**What needs to be done**
Pull every line with the word "transit" out of the entries below.

[Records excerpted from a collection]
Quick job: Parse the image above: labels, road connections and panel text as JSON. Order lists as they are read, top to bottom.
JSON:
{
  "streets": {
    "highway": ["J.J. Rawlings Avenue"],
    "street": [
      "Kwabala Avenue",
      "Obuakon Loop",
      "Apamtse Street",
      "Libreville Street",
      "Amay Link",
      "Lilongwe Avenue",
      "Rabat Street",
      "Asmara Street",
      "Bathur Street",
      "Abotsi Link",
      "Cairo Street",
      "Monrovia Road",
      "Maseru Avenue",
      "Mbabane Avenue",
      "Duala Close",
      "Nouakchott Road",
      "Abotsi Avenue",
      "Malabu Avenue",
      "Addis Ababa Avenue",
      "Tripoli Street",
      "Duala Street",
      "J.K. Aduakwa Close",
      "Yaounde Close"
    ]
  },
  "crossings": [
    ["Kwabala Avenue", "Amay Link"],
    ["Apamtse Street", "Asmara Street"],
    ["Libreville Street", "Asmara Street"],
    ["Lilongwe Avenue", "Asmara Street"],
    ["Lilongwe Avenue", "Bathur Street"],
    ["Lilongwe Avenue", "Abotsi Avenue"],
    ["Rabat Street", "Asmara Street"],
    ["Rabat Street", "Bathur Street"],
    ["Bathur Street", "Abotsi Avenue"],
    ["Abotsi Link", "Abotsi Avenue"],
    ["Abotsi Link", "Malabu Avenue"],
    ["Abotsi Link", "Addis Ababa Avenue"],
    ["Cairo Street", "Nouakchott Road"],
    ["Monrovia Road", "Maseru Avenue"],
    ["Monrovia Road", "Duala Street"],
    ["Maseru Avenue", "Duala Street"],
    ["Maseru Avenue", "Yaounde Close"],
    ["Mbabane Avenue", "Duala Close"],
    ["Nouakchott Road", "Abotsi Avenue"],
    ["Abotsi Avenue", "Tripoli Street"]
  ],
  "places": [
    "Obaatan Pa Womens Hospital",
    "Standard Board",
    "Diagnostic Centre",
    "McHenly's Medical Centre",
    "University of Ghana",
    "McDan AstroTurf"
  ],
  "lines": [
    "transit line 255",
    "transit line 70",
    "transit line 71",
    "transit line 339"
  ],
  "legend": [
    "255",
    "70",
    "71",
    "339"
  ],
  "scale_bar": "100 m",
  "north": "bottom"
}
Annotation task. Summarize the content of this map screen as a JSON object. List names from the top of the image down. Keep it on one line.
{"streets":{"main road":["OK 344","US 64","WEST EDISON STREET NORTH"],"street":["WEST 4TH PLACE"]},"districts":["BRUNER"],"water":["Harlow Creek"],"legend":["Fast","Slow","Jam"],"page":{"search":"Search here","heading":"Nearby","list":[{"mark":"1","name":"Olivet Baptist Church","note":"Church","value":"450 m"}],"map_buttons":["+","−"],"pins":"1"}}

--

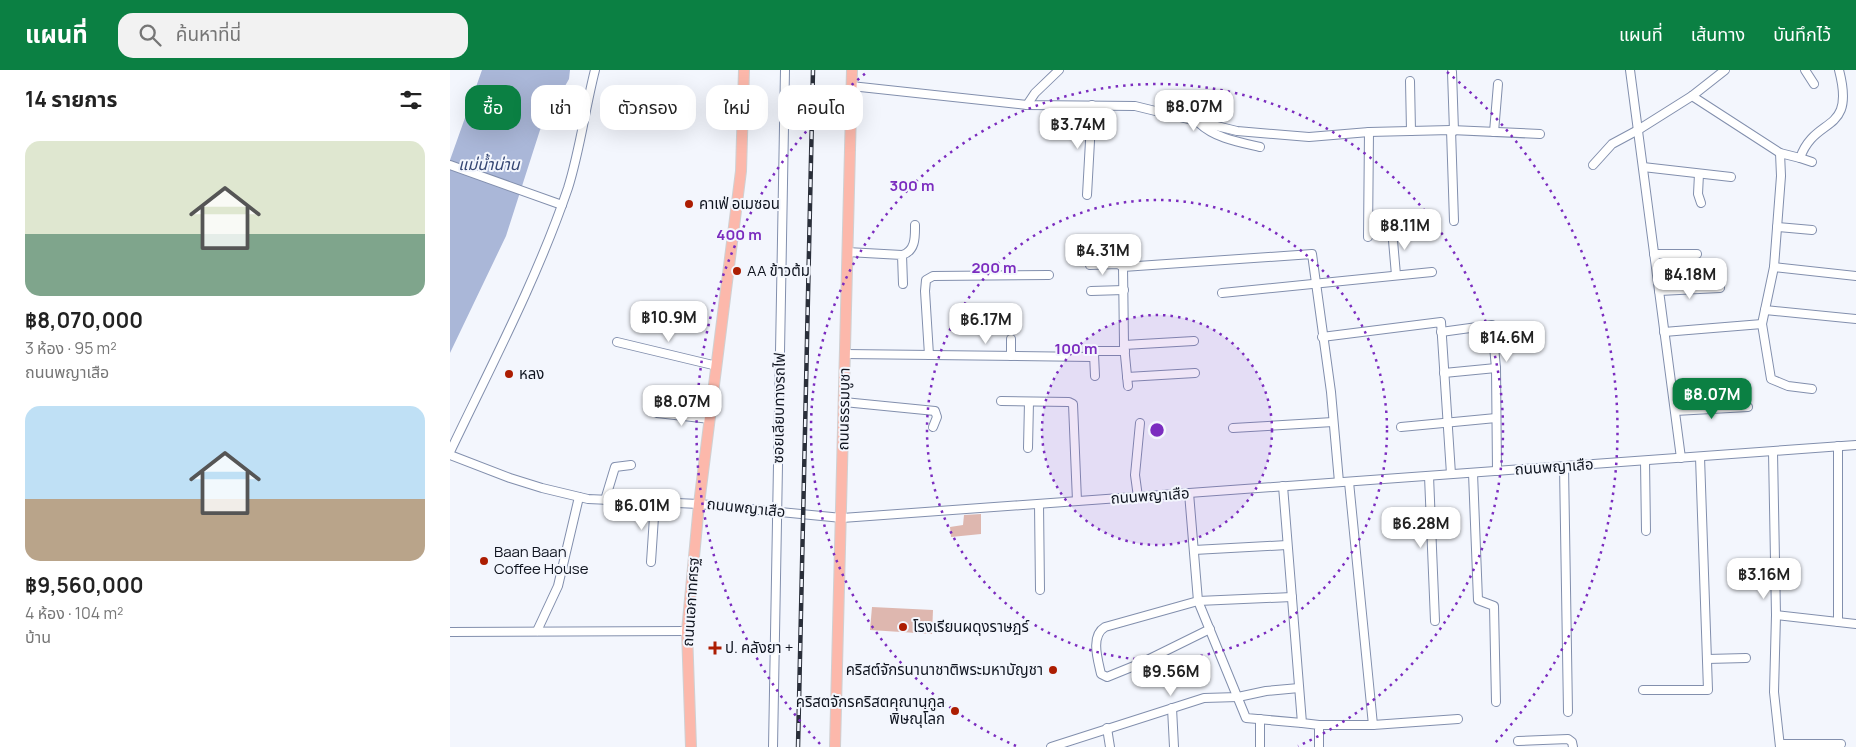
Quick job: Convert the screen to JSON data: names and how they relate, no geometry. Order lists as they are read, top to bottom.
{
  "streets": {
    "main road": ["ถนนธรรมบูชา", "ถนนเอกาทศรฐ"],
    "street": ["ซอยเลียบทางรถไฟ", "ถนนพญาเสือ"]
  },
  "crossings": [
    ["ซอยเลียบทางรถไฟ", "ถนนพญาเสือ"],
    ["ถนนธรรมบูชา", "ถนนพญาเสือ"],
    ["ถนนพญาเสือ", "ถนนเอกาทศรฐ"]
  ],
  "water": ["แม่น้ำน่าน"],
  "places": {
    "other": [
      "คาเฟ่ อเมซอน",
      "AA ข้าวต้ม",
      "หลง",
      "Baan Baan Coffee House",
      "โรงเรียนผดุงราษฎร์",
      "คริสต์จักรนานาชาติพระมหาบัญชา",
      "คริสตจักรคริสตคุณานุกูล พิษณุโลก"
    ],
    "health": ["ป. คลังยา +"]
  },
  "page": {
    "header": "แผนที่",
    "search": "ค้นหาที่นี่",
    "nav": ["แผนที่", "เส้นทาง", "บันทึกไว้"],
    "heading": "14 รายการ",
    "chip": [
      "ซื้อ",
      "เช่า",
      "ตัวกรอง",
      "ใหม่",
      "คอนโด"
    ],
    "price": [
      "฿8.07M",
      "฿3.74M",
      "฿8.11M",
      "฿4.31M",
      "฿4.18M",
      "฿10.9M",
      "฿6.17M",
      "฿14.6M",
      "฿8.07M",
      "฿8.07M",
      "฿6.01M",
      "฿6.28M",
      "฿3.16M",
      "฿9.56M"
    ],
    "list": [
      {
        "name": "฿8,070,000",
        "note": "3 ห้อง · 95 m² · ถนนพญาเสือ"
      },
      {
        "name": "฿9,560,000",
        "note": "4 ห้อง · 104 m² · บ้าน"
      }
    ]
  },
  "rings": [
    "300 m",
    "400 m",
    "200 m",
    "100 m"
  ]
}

**Output below**
    "transit line 255",
    "transit line 70",
    "transit line 71",
    "transit line 339"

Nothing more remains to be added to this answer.